» Exercise description
The entries are to be output once more, word for word.

(Collected data)
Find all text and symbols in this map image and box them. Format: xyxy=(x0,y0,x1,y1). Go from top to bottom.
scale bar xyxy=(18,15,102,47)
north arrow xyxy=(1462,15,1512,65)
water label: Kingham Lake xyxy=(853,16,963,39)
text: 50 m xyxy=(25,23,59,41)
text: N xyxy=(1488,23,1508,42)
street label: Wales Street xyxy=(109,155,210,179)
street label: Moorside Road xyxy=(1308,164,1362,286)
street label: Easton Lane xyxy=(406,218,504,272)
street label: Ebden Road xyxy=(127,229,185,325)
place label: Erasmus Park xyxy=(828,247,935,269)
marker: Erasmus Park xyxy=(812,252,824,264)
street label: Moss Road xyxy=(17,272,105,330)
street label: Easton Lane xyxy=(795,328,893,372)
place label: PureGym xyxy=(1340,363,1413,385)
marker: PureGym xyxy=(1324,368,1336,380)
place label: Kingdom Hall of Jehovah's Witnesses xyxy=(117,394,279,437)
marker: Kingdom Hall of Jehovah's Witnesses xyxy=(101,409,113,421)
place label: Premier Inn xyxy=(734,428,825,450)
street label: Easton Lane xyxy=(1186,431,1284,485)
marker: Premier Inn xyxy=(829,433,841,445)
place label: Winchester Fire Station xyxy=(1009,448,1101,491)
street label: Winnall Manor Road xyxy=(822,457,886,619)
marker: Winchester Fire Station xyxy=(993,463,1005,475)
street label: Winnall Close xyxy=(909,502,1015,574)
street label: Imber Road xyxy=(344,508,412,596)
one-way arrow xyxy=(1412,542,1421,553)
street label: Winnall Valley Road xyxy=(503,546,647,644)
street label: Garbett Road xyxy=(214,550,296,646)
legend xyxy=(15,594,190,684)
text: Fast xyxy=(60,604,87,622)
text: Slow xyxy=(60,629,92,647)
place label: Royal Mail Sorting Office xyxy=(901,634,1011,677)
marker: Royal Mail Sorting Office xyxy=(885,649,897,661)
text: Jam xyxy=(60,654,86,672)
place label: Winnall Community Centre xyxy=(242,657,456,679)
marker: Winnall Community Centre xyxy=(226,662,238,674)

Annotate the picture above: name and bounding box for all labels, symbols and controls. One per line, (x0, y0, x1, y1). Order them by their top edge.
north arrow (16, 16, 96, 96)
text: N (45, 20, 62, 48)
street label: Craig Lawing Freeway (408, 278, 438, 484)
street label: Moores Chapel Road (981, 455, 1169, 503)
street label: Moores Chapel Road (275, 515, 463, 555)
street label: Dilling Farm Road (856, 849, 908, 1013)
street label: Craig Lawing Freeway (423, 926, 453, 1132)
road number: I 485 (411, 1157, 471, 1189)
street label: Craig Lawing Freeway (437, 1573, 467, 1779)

» Response to this task
Find all text and symbols in this map image and box them. Format: xyxy=(x0,y0,x1,y1). Go from top to bottom.
scale bar xyxy=(18,15,102,47)
north arrow xyxy=(1462,15,1512,65)
water label: Kingham Lake xyxy=(853,16,963,39)
text: 50 m xyxy=(25,23,59,41)
text: N xyxy=(1488,23,1508,42)
street label: Wales Street xyxy=(109,155,210,179)
street label: Moorside Road xyxy=(1308,164,1362,286)
street label: Easton Lane xyxy=(406,218,504,272)
street label: Ebden Road xyxy=(127,229,185,325)
place label: Erasmus Park xyxy=(828,247,935,269)
marker: Erasmus Park xyxy=(812,252,824,264)
street label: Moss Road xyxy=(17,272,105,330)
street label: Easton Lane xyxy=(795,328,893,372)
place label: PureGym xyxy=(1340,363,1413,385)
marker: PureGym xyxy=(1324,368,1336,380)
place label: Kingdom Hall of Jehovah's Witnesses xyxy=(117,394,279,437)
marker: Kingdom Hall of Jehovah's Witnesses xyxy=(101,409,113,421)
place label: Premier Inn xyxy=(734,428,825,450)
street label: Easton Lane xyxy=(1186,431,1284,485)
marker: Premier Inn xyxy=(829,433,841,445)
place label: Winchester Fire Station xyxy=(1009,448,1101,491)
street label: Winnall Manor Road xyxy=(822,457,886,619)
marker: Winchester Fire Station xyxy=(993,463,1005,475)
street label: Winnall Close xyxy=(909,502,1015,574)
street label: Imber Road xyxy=(344,508,412,596)
one-way arrow xyxy=(1412,542,1421,553)
street label: Winnall Valley Road xyxy=(503,546,647,644)
street label: Garbett Road xyxy=(214,550,296,646)
legend xyxy=(15,594,190,684)
text: Fast xyxy=(60,604,87,622)
text: Slow xyxy=(60,629,92,647)
place label: Royal Mail Sorting Office xyxy=(901,634,1011,677)
marker: Royal Mail Sorting Office xyxy=(885,649,897,661)
text: Jam xyxy=(60,654,86,672)
place label: Winnall Community Centre xyxy=(242,657,456,679)
marker: Winnall Community Centre xyxy=(226,662,238,674)

Annotate the picture above: name and bounding box for all labels, symbols and controls. One per line, (x0, y0, x1, y1). Order them by their top edge.
north arrow (16, 16, 96, 96)
text: N (45, 20, 62, 48)
street label: Craig Lawing Freeway (408, 278, 438, 484)
street label: Moores Chapel Road (981, 455, 1169, 503)
street label: Moores Chapel Road (275, 515, 463, 555)
street label: Dilling Farm Road (856, 849, 908, 1013)
street label: Craig Lawing Freeway (423, 926, 453, 1132)
road number: I 485 (411, 1157, 471, 1189)
street label: Craig Lawing Freeway (437, 1573, 467, 1779)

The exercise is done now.